[Libav-user] QTKit -> Libav: has it ever been done?

Wed Mar 27 22:03:39 CET 2013

On Mar 27, 2013, at 1:08 PM, Paul B Mahol <onemda at gmail.com> wrote:
> Than use AV_SAMPLE_FMT_FLTP, you do not need to manually interleave samples.
> Each channel samples are put into separate frame->data[X] where X is channel
> number starting from 0.

SHAZZZAMMM!!!!

Paul, you are brilliant. Rather than rewrite the linear sample data as interleaved I took your advice, switched to planar AV_SAMPLE_FMT_S16P, pulled out each channel's data out of the AudioBufferList and set those buffer pointers in my uint8_t **sourceData structure, as in:

            sourceData[0] = audioBufferList->mBuffers[0].mData;
            sourceData[1] = audioBufferList->mBuffers[1].mData;

The audio is perfect (sounding that is). But for getting past that wall -- I thank *everyone* on the list who replied...dialog is progressive, every comment can raise new avenues to look into. I am now scratching my head a bit as to what VLC was up to manually interleaving -- seems like unnecessary work now -- but I suppose they have a common interleaved format QTKit captures need to be converted to for universal downstream libVLC processing.

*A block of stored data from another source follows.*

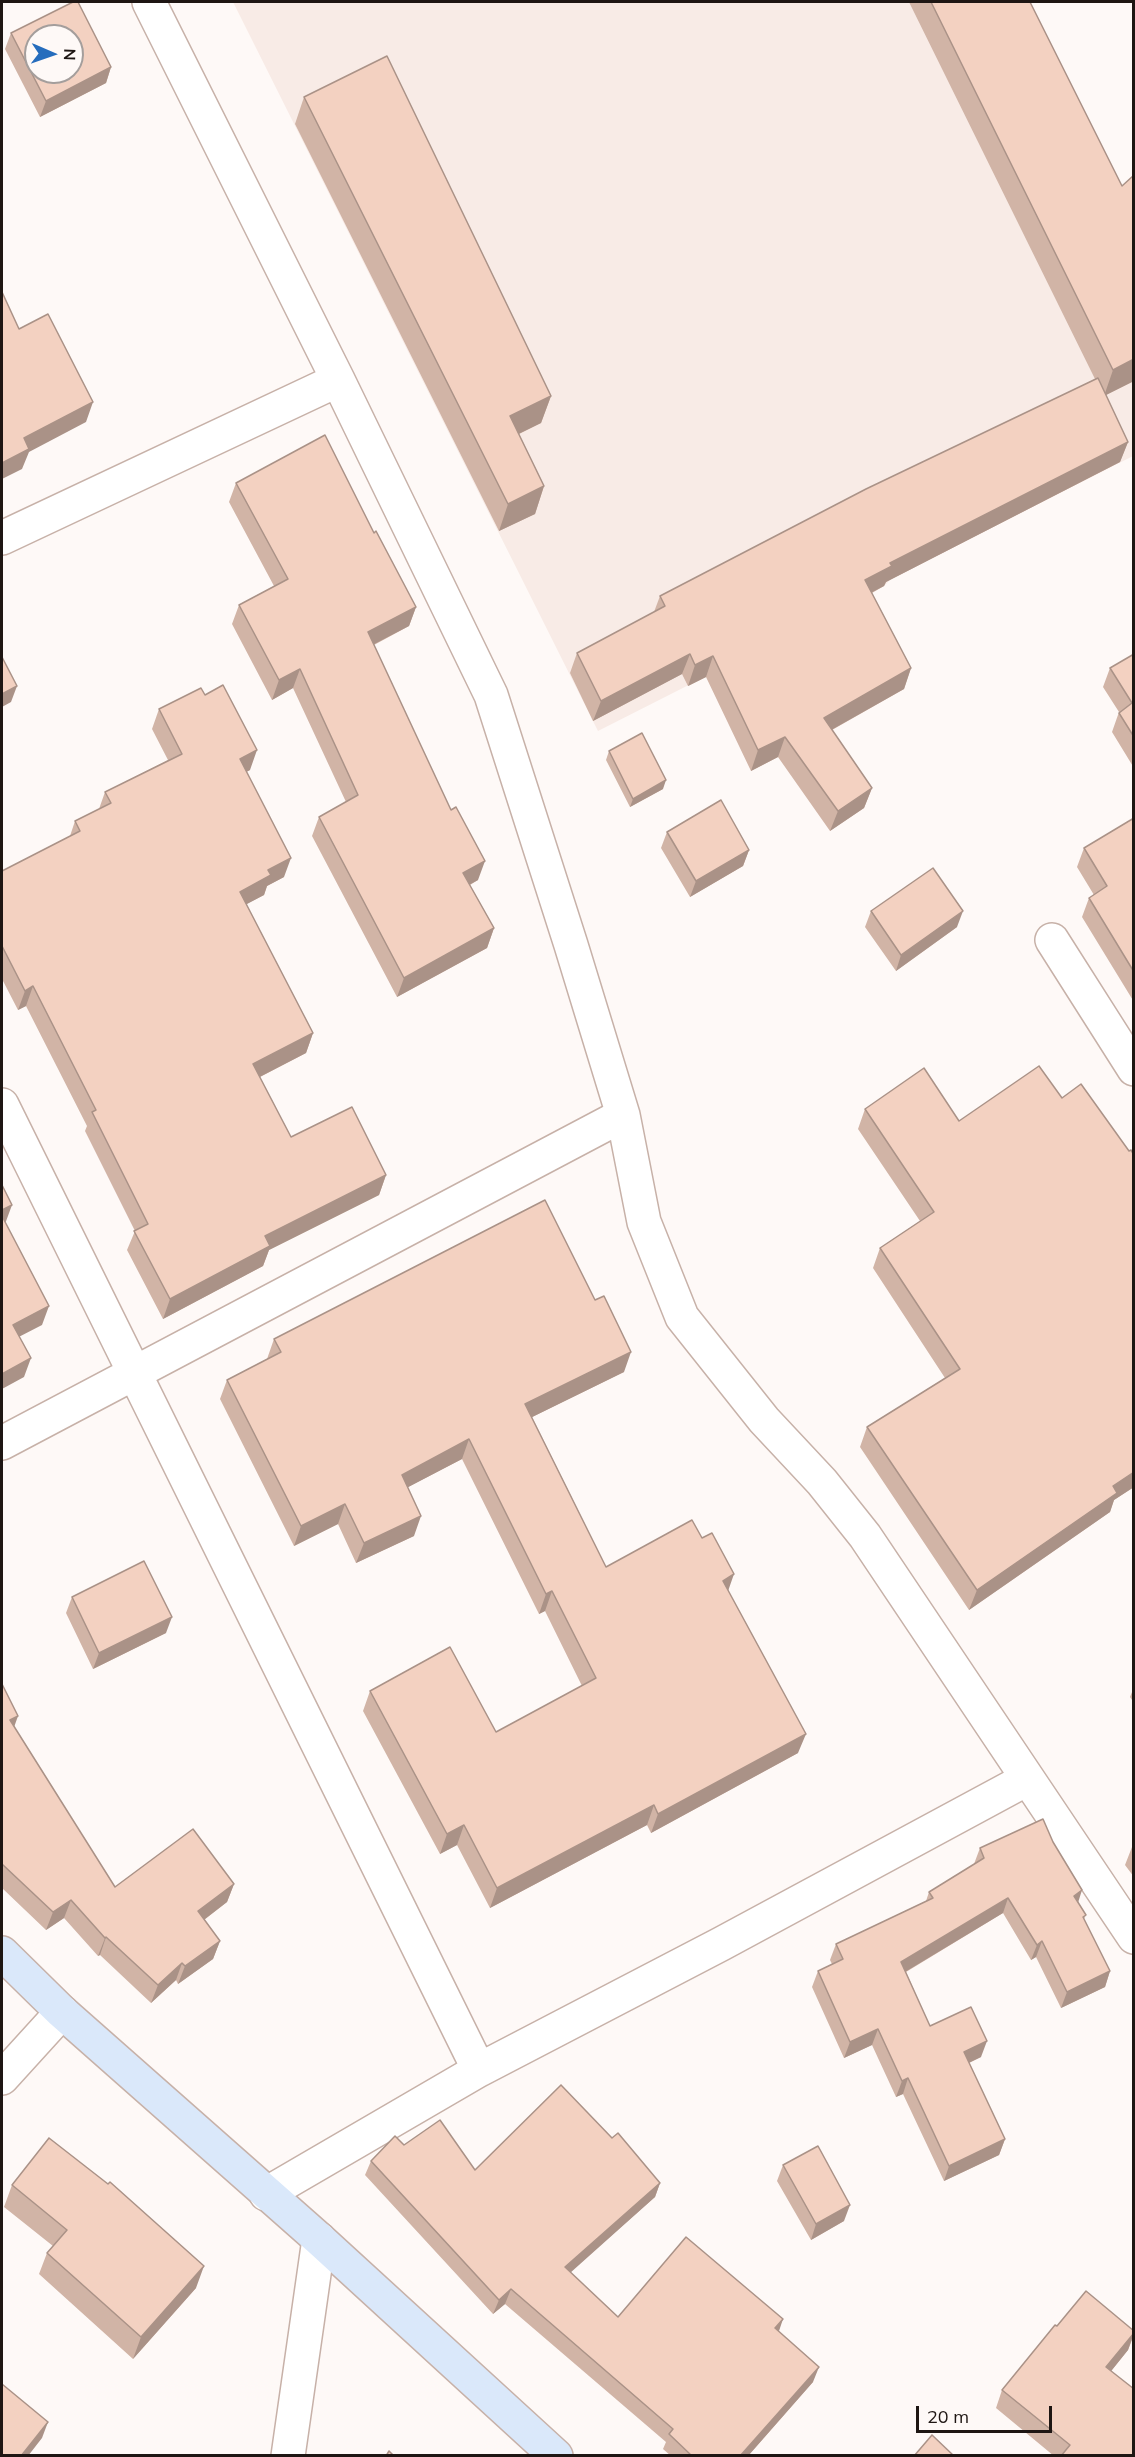 <!DOCTYPE html>
<html>
<head>
<meta charset="utf-8">
<style>
	body { margin:0 }
	#map { position:relative; width:1135px; height:2457px; overflow:hidden; background:#fef9f7; font-family:Mulish,sans-serif }
	canvas { display:block }
	.frame { position:absolute; inset:0; border:3px solid #1e1613; pointer-events:none }
	.north { position:absolute; left:24px; top:24px; width:60px; height:60px; box-sizing:border-box; background:#fef9f7; border:2px solid #a49e9c; border-radius:50%; rotate:92deg; font-size:16px; font-weight:700; line-height:24px; text-align:center; color:#1e1613 }
	.north::after { content:''; display:block; margin:auto; width:21px; height:27px; background:#266dbd; clip-path:polygon(50% 0,100% 100%,50% 72%,0 100%) }
	.scale { position:absolute; left:916px; top:2406px; width:136px; height:27px; box-sizing:border-box; border:3px solid #1e1613; border-top:0; padding-left:8px; font-size:18px; line-height:21px; white-space:nowrap; color:#1e1613; -webkit-text-stroke:4px #fef9f7; paint-order:stroke }
</style>
</head>
<body>
<div id="map">
<canvas width="1135" height="2457"></canvas>
<div class="frame"></div>
<div class="north">N</div>
<div class="scale">20 m</div>
</div>
<script>
const c = document.querySelector('canvas').getContext('2d');
c.lineJoin = 'round';
function paint(path, color) { c.fillStyle = color; c.fill(path, 'evenodd'); }
const shape = rows => new Path2D(rows.map(r => 'M' + r).join(''));
function strokePath(path, color, width, dash) { c.strokeStyle = color; c.lineWidth = width; c.lineCap = dash ? 'butt' : 'round'; c.setLineDash(dash || []); c.stroke(path); }
paint(shape([
	[233,2,1007,2,1133,255,1133,456,891,579,884,586,598,731]
]), '#f8ebe6');
const street = shape([
	[149,2,338,380,491,695,571,945,623,1115,644,1222,682,1317,764,1420,822,1482,865,1536,1134,1937],
	[2,538,338,380],
	[1052,940,1134,1069],
	[2,1105,479,2070],
	[2,1443,623,1115],
	[2,2078,62,2012],
	[266,2194,479,2070,721,1944,1027,1779],
	[288,2456,319,2239]
]);
const secondary = shape([
	[2,1953,62,2012,319,2239,556,2456]
]);
strokePath(street, '#c7b1a8', 36);
strokePath(secondary, '#c7b1a8', 36);
strokePath(street, '#fff', 33);
strokePath(secondary, '#dae8fa', 33);
paint(shape([
	[909,2,1030,2,1122,186,1134,175,1134,381,1106,395,1128,442,1120,462,886,582,884,586,872,593,911,668,904,689,832,730,872,788,864,808,830,831,778,757,751,771,706,677,688,686,682,674,593,721,570,673,577,653,654,612,660,596,1095,379],
	[11,33,111,67,106,83,40,117,5,49],
	[304,97,551,396,541,423,519,434,544,486,535,514,499,531,295,124],
	[236,483,374,533,416,607,409,626,374,645,478,880,470,885,494,928,487,948,397,997,312,836,319,817,346,802,293,688,272,700,232,624,239,605,274,586,229,502],
	[1134,654,1134,768,1112,732,1119,712,1103,687,1110,668],
	[205,695,250,770,246,772,284,877,267,886,264,895,246,904,313,1033,306,1053,260,1077,291,1137,386,1175,379,1195,269,1250,263,1266,163,1319,127,1250,135,1231,85,1131,87,1126,26,1006,18,1010,2,979,2,871,70,836,75,821,99,809,105,792,168,760,152,729,159,709],
	[609,751,663,789,630,807,606,760],
	[1134,818,1134,1002,1082,917,1089,898,1094,895,1077,867,1084,848],
	[667,832,749,850,743,866,690,897,661,848],
	[871,911,957,927,896,971,865,927],
	[1062,1098,1134,1155,1134,1487,1114,1500,1110,1512,969,1610,860,1447,867,1427,945,1378,873,1268,880,1248,920,1221,858,1129,865,1109,959,1121],
	[274,1339,624,1372,532,1417,606,1567,728,1591,798,1753,651,1833,647,1825,490,1908,457,1845,440,1854,363,1711,370,1691,496,1732,582,1686,545,1611,539,1614,462,1459,408,1487,414,1536,356,1563,338,1524,294,1546,220,1399,227,1380,267,1359],
	[72,1597,166,1633,93,1669,66,1613],
	[2,1684,14,1727,115,1887,234,1884,227,1902,204,1920,220,1941,213,1959,178,1984,176,1980,151,2003,100,1955,98,1956,64,1918,46,1930,2,1888],
	[1134,1687,1134,1703,1130,1697],
	[1134,1846,1134,1877,1125,1865,1132,1847],
	[980,1848,1078,1902,1086,1915,1084,1919,1110,1971,1105,1987,1061,2008,1036,1957,1031,1960,1003,1913,906,1972,930,2026,981,2057,969,2063,1005,2139,999,2155,944,2181,903,2094,896,2097,872,2045,844,2058,812,1987,818,1971,832,1964,830,1960,836,1944,926,1901,929,1892,974,1864],
	[612,2138,660,2183,655,2197,570,2272,618,2317,779,2332,813,2382,748,2456,671,2456,663,2449,666,2442,505,2304,493,2314,365,2175,371,2161,404,2145,475,2170],
	[783,2165,844,2221,811,2240,777,2181],
	[108,2184,196,2288,133,2359,39,2274,47,2253,53,2246,4,2207,12,2185],
	[1057,2326,1134,2331,1134,2335,1128,2350,1111,2371,1134,2456,1054,2456,996,2408,1002,2390]
]), '#d1b4a6');
paint(shape([
	[111,67,106,83,40,117,46,101],
	[1134,359,1134,381,1104,396,1113,370],
	[551,396,541,423,500,443,510,416],
	[93,402,86,422,29,452,22,469,2,479,2,463,24,438],
	[1128,442,1120,462,886,582,884,586,857,600,865,580,890,563],
	[544,486,535,514,499,531,508,504],
	[416,607,409,626,361,651,368,632],
	[690,654,682,674,593,721,601,701],
	[713,656,706,677,688,686,695,665],
	[911,668,904,689,817,738,824,718],
	[300,669,293,688,272,700,279,680],
	[17,686,11,702,2,707,2,694],
	[785,737,778,757,751,771,758,750],
	[257,750,250,770,233,779,240,759],
	[666,780,663,789,630,807,633,799],
	[872,788,864,808,830,831,838,811],
	[749,850,743,866,690,897,696,881],
	[291,858,284,877,267,886,264,895,232,912,240,892,268,870],
	[485,861,478,880,456,892,463,873],
	[963,911,957,927,896,971,901,955],
	[494,928,487,948,397,997,404,978],
	[33,986,26,1006,18,1010,25,991],
	[313,1033,306,1053,246,1084,253,1064],
	[386,1175,379,1195,269,1250,263,1266,163,1319,170,1299,265,1236],
	[12,1205,5,1224,2,1225,2,1210],
	[49,1306,42,1325,7,1343,13,1325],
	[631,1352,624,1372,518,1424,525,1404],
	[31,1358,24,1377,2,1389,2,1374],
	[469,1439,462,1459,395,1494,402,1475],
	[1134,1472,1134,1487,1114,1500,1110,1512,969,1610,977,1590,1113,1486],
	[345,1504,338,1524,294,1546,301,1526],
	[421,1516,414,1536,356,1563,364,1543],
	[734,1574,727,1594,723,1581],
	[552,1591,545,1611,539,1614,546,1594],
	[172,1617,166,1633,93,1669,99,1653],
	[18,1716,12,1733,10,1720],
	[806,1734,798,1753,651,1833,658,1814],
	[654,1805,647,1825,490,1908,497,1888],
	[464,1825,457,1845,440,1854,447,1834],
	[234,1884,227,1902,192,1929,198,1911],
	[1082,1890,1077,1906,1074,1896],
	[1008,1898,1003,1913,895,1978,901,1962],
	[71,1900,64,1918,46,1930,53,1912],
	[106,1937,100,1955,98,1956,105,1938],
	[220,1941,213,1959,178,1984,185,1966],
	[1042,1941,1036,1957,1031,1960,1037,1945],
	[182,1963,176,1980,151,2003,158,1985],
	[1110,1971,1105,1987,1061,2008,1067,1992],
	[878,2029,872,2045,844,2058,850,2042],
	[987,2041,981,2057,958,2068,964,2052],
	[908,2078,903,2094,896,2097,902,2081],
	[1005,2139,999,2155,944,2181,949,2166],
	[660,2183,655,2197,560,2282,565,2267],
	[850,2205,844,2221,811,2240,816,2224],
	[204,2266,196,2288,133,2359,141,2337],
	[511,2289,505,2304,493,2314,499,2300],
	[783,2319,778,2334,775,2328],
	[1134,2333,1128,2350,1100,2385,1106,2367],
	[819,2367,813,2382,748,2456,740,2456],
	[48,2422,42,2438,28,2456,21,2456]
]), '#aa9287');
const building = shape([
	[73,2,78,2,111,67,46,101,11,33,73,2],
	[36,36,72,36,72,72,36,72,36,36],
	[931,2,1030,2,1122,186,1134,175,1134,359,1113,370,931,2],
	[387,56,551,396,510,416,544,486,508,504,304,97,387,56],
	[2,292,19,329,48,314,93,402,24,438,29,449,2,463,2,292],
	[1098,378,1128,442,890,563,892,566,865,580,911,668,824,718,872,788,838,811,785,737,758,750,713,656,695,665,690,654,601,701,577,653,665,606,660,596,866,489,1098,378],
	[325,435,374,533,376,531,416,607,368,632,451,810,456,807,485,861,463,873,494,928,404,978,319,817,358,795,300,669,279,680,239,605,288,579,236,483,325,435],
	[1134,654,1134,737,1119,713,1132,703,1110,668,1134,654],
	[2,657,17,686,2,694,2,657],
	[223,685,257,750,240,759,291,858,268,870,271,875,240,892,313,1033,253,1064,291,1137,352,1107,386,1175,265,1236,270,1246,170,1299,134,1231,148,1224,92,1112,96,1110,33,986,25,991,2,946,2,871,80,831,75,821,111,803,105,792,182,754,159,709,201,688,205,695,223,685],
	[642,733,666,780,633,799,609,751,642,733],
	[721,800,749,850,696,881,667,832,721,800],
	[1134,818,1134,972,1089,898,1107,886,1084,848,1134,818],
	[933,868,963,911,901,955,871,911,933,868],
	[1039,1066,1062,1098,1081,1084,1129,1151,1131,1150,1134,1155,1134,1472,1113,1486,1117,1493,977,1590,867,1427,960,1369,880,1248,934,1212,865,1109,924,1068,959,1121,1039,1066],
	[2,1185,12,1205,2,1210,2,1185],
	[545,1200,595,1300,604,1296,631,1352,525,1404,606,1567,692,1520,702,1538,712,1533,734,1574,723,1581,806,1734,658,1814,654,1805,497,1888,464,1825,447,1834,370,1691,450,1647,496,1732,596,1678,552,1591,546,1594,469,1439,402,1475,421,1516,364,1543,345,1504,301,1526,227,1380,281,1352,274,1339,545,1200],
	[2,1216,49,1306,13,1325,31,1358,2,1374,2,1216],
	[144,1561,172,1617,99,1653,72,1597,144,1561],
	[2,1684,18,1716,10,1720,115,1887,193,1829,234,1884,198,1911,220,1941,185,1966,182,1963,158,1985,106,1937,105,1938,71,1900,53,1912,2,1864,2,1684],
	[1043,1819,1053,1842,1082,1890,1074,1896,1086,1915,1083,1917,1110,1971,1067,1992,1042,1941,1037,1945,1008,1898,901,1962,930,2026,971,2007,987,2041,964,2052,1005,2139,949,2166,908,2078,902,2081,878,2029,850,2042,818,1971,843,1959,836,1944,933,1898,929,1892,984,1858,980,1848,1043,1819],
	[561,2085,612,2138,618,2133,660,2183,565,2267,618,2317,686,2237,783,2319,775,2328,819,2367,740,2456,692,2456,669,2434,673,2429,511,2289,499,2300,371,2161,395,2136,404,2145,440,2120,475,2170,561,2085],
	[49,2138,108,2184,110,2182,204,2266,141,2337,47,2253,67,2230,12,2185,49,2138],
	[818,2146,850,2205,816,2224,783,2165,818,2146],
	[1086,2291,1134,2331,1134,2333,1106,2367,1134,2389,1134,2456,1061,2456,1070,2445,1002,2390,1055,2325,1057,2326,1086,2291],
	[2,2384,48,2422,21,2456,2,2456,2,2384],
	[932,2435,954,2456,914,2456,932,2435],
	[389,2451,394,2456,386,2456,389,2451]
]);
paint(building, '#f3d1c1');
strokePath(building, '#aa9287', 1.5);
</script>
</body>
</html>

Unfortunately, I cannot pop the champagne corks and blow off the fireworks quite yet. While the audio sounds great, the video timing is not aligned with the audio, and the video now freezes a short way in. While I enjoy the occasional Kung Fu Theater movie (probably dating myself a little there, that's a reference to Saturday afternoon English-dubbed karate movies as a kid), I'm guessing my customers won't find the humor. 

I am posting a link to the encoded FLV file: 

https://www.dropbox.com/s/wsol1pd9vv3adrz/Output.flv

If any of you experts could lend guidance to how to iron out these timing issues, I would be much obliged. My initial hunch is the setting of the AVPacket dts and pts values and/or use of av_interleaved_write_frame vs av_write_frameI posted another message a while back about this which was never replied to, but I'm not completely clear as to when to use either. I've also had interesting results using each with only video, only audio, or both video and audio, so unless someone just happens to know off the top of their head what the problem is, I'll create videos for each scenario and pursue that discussion in a different thread, as this one has gotten lengthy, and the topic is somewhat shifting. 

But to conclude this thread -- a tremendous thank you to everyone who has contributed to the discussion. 

Cheers, 

Brad